The following comments reflect the balance of views we received:
I consider Niza to be very brave; she dwells with her illness in a remarkable way. Everybody out there with HIV should take an example from her life. HIV does not mean the end of the world, it simply mean you have to live another life. Niza you are very brave.
Maha Narine, Georgetown, Guyana
After having unprotected sex recently and getting a negative HIV result back (thank God), and now having read Niza's story, I too resolve to never again have unprotected sex with a new partner - not to sound like a teenager or anything, but no glove, no love! Keep it safe!
Erica, Minnesota, USA
Niza, your story has shaken me to the foundations. I'll never involve myself in unprotected sex. Thanks for the bravery.
Ronald, Kampala, Uganda
You are an amazing woman. Keep up the work! We need more people with your guts in Latin America.
Jorge, London, England
Niza I like your attitude. You must be strong for yourself, your son and for your family, I know it's not easy but keep it up, we will always pray for people like you. You are unlike my husband, who is angry with everybody around him because he can't take that he is going to die one day and leave people he loves behind. By sharing your story with us you make people like him strong and know they are not alone and they must also fight for life. Thank you and good luck.
Sindiswa Nohamba, Cape Town, South Africa
It's really uplifting to read your story as I found myself in the same situation two years ago. I've resigned myself to the fact that I'll probably not live to be a grandma because of one instance of unprotected sex with who I thought would be my future husband. Turns out, he swung both ways and knew he was infected before the act. Still can't bring myself to tell family or friends because they all think I'm the Perfect Mom. I have the perfect job; he goes to the perfect school and participates in all the right activities. We live in the perfect neighbourhood and are surrounded by the right friends. Little do they know, I pray every night that my meds will sustain me long enough to see my wonderful son graduate from high school. Once illness sets in, I'll execute the perfect plan to remove myself from his life in an "acceptable" manner without ever telling anyone of my IMPERFECT behaviour.

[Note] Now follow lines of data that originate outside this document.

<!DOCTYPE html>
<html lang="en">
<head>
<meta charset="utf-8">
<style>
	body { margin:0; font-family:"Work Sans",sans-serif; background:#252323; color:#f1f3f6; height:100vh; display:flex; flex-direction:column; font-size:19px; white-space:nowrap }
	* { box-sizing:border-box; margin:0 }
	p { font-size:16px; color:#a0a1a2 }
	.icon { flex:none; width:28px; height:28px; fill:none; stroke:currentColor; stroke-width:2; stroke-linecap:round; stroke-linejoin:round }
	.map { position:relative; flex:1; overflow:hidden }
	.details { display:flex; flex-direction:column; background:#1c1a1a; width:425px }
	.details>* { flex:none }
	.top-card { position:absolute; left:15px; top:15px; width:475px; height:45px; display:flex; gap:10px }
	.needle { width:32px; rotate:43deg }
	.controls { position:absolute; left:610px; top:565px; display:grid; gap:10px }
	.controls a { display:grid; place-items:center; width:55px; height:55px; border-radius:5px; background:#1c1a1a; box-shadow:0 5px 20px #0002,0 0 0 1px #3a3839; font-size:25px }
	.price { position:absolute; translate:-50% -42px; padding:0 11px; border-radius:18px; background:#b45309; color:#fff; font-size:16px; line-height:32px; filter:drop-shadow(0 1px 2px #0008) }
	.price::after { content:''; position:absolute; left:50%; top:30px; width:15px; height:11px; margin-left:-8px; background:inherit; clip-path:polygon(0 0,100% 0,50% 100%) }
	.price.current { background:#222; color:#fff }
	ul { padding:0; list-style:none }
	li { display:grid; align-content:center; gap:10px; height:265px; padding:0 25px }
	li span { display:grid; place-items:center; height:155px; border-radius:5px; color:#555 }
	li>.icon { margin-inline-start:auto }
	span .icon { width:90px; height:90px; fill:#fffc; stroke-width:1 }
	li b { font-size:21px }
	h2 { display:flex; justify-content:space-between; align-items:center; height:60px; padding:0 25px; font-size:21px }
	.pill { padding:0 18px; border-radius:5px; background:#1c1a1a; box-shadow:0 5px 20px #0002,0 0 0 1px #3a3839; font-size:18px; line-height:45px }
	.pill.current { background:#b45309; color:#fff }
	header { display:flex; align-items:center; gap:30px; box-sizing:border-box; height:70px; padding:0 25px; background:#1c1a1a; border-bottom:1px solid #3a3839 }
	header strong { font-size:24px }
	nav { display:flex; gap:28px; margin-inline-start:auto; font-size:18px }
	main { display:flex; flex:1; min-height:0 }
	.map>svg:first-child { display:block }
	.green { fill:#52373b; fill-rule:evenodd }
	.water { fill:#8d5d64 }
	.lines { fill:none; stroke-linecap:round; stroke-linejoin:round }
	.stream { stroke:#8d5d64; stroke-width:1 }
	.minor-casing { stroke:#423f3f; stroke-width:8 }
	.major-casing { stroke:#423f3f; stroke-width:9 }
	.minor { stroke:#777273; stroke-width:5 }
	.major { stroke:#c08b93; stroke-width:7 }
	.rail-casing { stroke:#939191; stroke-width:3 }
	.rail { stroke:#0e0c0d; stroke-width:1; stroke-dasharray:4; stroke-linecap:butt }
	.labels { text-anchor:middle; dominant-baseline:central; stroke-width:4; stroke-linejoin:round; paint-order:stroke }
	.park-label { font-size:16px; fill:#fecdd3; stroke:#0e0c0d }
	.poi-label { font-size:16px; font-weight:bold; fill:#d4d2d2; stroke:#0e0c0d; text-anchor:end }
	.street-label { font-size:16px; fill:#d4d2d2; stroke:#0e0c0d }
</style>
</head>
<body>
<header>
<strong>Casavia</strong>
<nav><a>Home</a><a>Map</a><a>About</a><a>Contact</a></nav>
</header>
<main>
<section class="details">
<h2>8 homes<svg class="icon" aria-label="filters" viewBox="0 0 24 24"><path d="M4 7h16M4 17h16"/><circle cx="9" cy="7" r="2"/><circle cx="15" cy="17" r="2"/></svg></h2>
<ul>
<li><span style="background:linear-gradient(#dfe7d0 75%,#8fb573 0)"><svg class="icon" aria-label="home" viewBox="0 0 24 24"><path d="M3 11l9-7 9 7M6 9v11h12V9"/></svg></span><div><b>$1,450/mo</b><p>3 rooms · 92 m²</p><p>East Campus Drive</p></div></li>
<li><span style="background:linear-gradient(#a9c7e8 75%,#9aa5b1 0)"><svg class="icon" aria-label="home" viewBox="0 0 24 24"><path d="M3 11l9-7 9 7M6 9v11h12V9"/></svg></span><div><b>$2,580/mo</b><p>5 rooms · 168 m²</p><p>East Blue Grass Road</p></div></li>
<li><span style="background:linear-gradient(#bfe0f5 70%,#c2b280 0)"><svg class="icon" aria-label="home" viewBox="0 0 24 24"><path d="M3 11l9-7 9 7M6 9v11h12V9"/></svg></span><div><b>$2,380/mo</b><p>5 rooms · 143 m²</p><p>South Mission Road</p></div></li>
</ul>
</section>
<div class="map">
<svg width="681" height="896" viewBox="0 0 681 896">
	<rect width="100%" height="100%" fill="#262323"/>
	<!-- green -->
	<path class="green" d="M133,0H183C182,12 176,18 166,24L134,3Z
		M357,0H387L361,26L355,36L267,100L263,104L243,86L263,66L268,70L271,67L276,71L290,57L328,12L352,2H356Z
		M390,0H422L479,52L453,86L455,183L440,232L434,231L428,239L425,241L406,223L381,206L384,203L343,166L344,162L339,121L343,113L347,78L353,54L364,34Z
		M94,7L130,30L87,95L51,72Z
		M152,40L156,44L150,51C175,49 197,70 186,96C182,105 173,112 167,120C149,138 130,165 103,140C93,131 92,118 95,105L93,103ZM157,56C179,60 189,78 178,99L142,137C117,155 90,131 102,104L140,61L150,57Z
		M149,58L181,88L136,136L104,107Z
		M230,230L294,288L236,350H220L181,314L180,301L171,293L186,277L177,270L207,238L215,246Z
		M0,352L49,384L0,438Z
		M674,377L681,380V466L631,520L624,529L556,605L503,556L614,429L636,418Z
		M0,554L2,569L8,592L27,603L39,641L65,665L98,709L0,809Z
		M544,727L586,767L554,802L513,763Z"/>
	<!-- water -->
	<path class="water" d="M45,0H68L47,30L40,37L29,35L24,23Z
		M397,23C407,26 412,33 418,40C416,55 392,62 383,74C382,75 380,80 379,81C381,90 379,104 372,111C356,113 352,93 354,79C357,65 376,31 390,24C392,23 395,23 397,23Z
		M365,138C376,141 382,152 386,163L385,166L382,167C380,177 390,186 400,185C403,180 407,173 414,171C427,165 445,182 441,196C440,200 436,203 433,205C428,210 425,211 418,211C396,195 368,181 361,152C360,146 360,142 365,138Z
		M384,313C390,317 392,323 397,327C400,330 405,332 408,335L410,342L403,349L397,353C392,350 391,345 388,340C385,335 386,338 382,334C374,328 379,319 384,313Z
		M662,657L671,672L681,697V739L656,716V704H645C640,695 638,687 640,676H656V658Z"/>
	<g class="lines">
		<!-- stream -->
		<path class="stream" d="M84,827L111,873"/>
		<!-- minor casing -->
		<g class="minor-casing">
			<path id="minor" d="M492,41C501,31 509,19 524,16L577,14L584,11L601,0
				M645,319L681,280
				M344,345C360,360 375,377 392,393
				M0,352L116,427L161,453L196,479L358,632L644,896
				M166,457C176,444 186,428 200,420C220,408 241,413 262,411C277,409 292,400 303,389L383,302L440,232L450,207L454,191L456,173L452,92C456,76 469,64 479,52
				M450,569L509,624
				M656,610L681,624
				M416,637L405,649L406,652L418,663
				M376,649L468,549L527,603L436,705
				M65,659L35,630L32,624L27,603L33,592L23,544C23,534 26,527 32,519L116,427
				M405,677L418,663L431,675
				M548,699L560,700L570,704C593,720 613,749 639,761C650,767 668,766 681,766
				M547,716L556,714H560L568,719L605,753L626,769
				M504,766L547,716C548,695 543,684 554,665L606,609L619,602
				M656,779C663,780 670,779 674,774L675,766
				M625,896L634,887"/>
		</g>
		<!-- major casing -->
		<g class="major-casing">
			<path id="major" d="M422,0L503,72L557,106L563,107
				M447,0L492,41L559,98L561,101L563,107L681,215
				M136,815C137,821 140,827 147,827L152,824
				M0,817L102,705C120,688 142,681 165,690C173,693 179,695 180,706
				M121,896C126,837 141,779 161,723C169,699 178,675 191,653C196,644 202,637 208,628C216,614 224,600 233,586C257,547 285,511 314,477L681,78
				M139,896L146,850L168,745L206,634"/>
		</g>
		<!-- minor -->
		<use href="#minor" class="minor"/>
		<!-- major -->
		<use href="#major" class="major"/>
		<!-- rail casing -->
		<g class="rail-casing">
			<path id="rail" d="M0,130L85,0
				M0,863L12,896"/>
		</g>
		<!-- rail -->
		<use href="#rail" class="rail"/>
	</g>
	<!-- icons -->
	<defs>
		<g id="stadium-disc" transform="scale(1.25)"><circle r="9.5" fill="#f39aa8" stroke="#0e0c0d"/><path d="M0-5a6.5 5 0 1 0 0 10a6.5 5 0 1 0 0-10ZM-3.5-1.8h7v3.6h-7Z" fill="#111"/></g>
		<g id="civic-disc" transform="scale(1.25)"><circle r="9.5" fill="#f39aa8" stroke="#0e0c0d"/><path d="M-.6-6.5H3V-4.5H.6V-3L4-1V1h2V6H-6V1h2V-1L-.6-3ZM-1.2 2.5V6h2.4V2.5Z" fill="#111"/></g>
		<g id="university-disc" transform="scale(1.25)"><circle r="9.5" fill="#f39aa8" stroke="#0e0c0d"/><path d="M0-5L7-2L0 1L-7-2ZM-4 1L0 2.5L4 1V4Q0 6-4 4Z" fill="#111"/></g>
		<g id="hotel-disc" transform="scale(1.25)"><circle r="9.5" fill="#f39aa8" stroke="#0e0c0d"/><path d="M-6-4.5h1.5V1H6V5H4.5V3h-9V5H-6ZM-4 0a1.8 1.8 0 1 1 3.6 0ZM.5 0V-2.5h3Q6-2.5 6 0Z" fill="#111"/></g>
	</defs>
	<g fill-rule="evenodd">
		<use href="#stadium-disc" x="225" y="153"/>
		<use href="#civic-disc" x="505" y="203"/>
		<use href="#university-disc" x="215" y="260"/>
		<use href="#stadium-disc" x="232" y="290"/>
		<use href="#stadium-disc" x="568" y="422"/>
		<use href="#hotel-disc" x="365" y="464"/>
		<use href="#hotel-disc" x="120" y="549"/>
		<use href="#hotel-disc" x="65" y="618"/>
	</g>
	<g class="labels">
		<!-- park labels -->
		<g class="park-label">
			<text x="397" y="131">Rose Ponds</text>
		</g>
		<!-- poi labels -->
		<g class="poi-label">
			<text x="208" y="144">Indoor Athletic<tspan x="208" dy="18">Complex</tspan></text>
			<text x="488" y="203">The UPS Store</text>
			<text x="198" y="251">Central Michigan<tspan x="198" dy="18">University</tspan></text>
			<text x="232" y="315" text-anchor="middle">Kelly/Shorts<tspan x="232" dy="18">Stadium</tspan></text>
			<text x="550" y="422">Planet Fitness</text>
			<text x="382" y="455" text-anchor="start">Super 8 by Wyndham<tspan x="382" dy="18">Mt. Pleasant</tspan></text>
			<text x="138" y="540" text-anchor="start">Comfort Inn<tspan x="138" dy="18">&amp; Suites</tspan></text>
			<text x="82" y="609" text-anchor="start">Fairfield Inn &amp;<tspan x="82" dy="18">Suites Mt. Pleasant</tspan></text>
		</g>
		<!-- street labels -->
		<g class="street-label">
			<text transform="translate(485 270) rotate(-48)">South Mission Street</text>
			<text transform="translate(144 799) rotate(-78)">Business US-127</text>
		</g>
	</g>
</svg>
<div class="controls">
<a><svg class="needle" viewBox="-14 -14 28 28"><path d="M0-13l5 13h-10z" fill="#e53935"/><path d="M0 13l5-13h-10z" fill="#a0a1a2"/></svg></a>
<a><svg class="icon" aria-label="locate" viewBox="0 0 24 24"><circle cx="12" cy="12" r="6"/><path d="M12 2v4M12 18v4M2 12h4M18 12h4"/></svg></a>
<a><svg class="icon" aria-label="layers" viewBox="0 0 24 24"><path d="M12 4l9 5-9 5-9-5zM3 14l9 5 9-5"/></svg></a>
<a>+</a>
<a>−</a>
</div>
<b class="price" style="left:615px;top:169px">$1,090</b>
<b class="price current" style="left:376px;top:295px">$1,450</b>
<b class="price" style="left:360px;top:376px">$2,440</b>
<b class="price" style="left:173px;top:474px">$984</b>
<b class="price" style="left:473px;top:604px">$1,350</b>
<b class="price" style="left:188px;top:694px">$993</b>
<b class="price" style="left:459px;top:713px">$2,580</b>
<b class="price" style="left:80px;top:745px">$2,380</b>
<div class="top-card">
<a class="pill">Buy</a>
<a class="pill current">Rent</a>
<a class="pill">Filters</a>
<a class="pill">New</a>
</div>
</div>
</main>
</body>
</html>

The Perfect Mom, Houston, Texas, USA
Niza, highest praises for all that you have overcome thus far. Be proud of who you are - not everyone takes as strong of an approach as you have in your life. I admire your courage and perseverance through a most daunting obstacle. Warmest wishes and support.
Stefanie, Georgia, USA
Niza's story is a great reminder of the perils of unprotected sex. One time is all it takes. But her story also puts a face to this devastating disease. Best wishes to her and her son.
Alma, Dallas, Texas, USA
I really commend you Niza. This could easily be me, but thankfully I have been lucky. Sometimes I think once is not enough! I can't contract HIV just like that! How wrong can I be? I hope this will be a turning point in my life. No condom, No sex! Full stop. Best wishes to you and your son.
Pamela, London, UK
I think you're very brave to be doing what you're doing and that you can admit you have the infection is great some people do not have the guts to even admit it and then purposely pass it on to everybody who they sleep with. Well done.